- **Problem statement**
Reproduce the records below in full and exactly, without their images.

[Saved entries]
════════════════

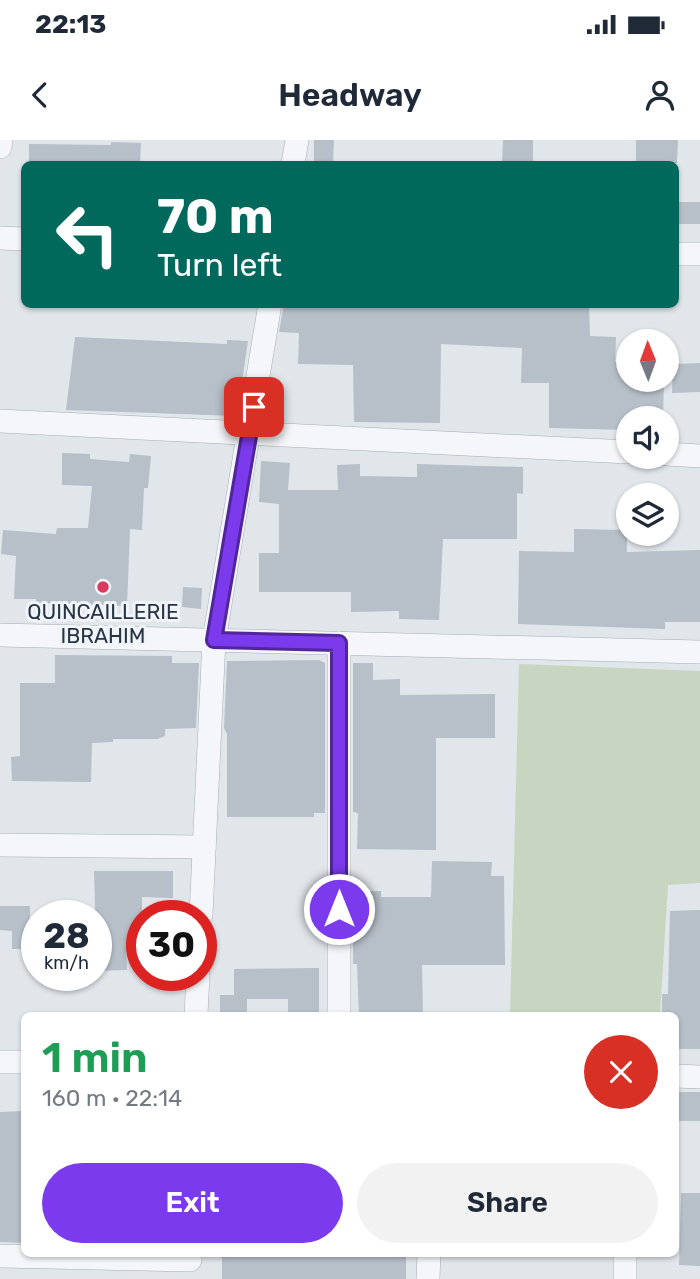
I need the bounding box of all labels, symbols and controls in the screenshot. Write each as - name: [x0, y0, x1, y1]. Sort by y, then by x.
- text: 22:13: [35, 9, 106, 40]
- icon: back: [21, 76, 59, 114]
- text: Headway: [278, 76, 422, 114]
- icon: person: [641, 76, 679, 114]
- text: 70 m: [157, 187, 274, 245]
- icon: left: [42, 189, 133, 280]
- text: Turn left: [157, 246, 282, 284]
- north arrow: [616, 329, 679, 392]
- map controls: [616, 329, 679, 546]
- pin: [224, 377, 284, 437]
- icon: arrive: [235, 388, 273, 426]
- button: sound: [616, 406, 679, 469]
- button: layers: [616, 483, 679, 546]
- marker: QUINCAILLERIE IBRAHIM: [95, 579, 111, 595]
- place label: QUINCAILLERIE IBRAHIM: [27, 599, 179, 648]
- position arrow: [302, 872, 376, 946]
- speed limit sign: 30: [126, 900, 217, 991]
- text: 28: [43, 915, 90, 957]
- text: km/h: [44, 952, 89, 974]
- text: 1 min: [42, 1033, 148, 1083]
- button: close: [584, 1035, 658, 1109]
- text: 160 m · 22:14: [42, 1084, 182, 1112]
- button: Exit: [42, 1163, 343, 1243]
- button: Share: [357, 1163, 658, 1243]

════════════════

- **Worked solution**
I need the bounding box of all labels, symbols and controls in the screenshot. Write each as - name: [x0, y0, x1, y1]. Sort by y, then by x.
- text: 22:13: [35, 9, 106, 40]
- icon: back: [21, 76, 59, 114]
- text: Headway: [278, 76, 422, 114]
- icon: person: [641, 76, 679, 114]
- text: 70 m: [157, 187, 274, 245]
- icon: left: [42, 189, 133, 280]
- text: Turn left: [157, 246, 282, 284]
- north arrow: [616, 329, 679, 392]
- map controls: [616, 329, 679, 546]
- pin: [224, 377, 284, 437]
- icon: arrive: [235, 388, 273, 426]
- button: sound: [616, 406, 679, 469]
- button: layers: [616, 483, 679, 546]
- marker: QUINCAILLERIE IBRAHIM: [95, 579, 111, 595]
- place label: QUINCAILLERIE IBRAHIM: [27, 599, 179, 648]
- position arrow: [302, 872, 376, 946]
- speed limit sign: 30: [126, 900, 217, 991]
- text: 28: [43, 915, 90, 957]
- text: km/h: [44, 952, 89, 974]
- text: 1 min: [42, 1033, 148, 1083]
- button: close: [584, 1035, 658, 1109]
- text: 160 m · 22:14: [42, 1084, 182, 1112]
- button: Exit: [42, 1163, 343, 1243]
- button: Share: [357, 1163, 658, 1243]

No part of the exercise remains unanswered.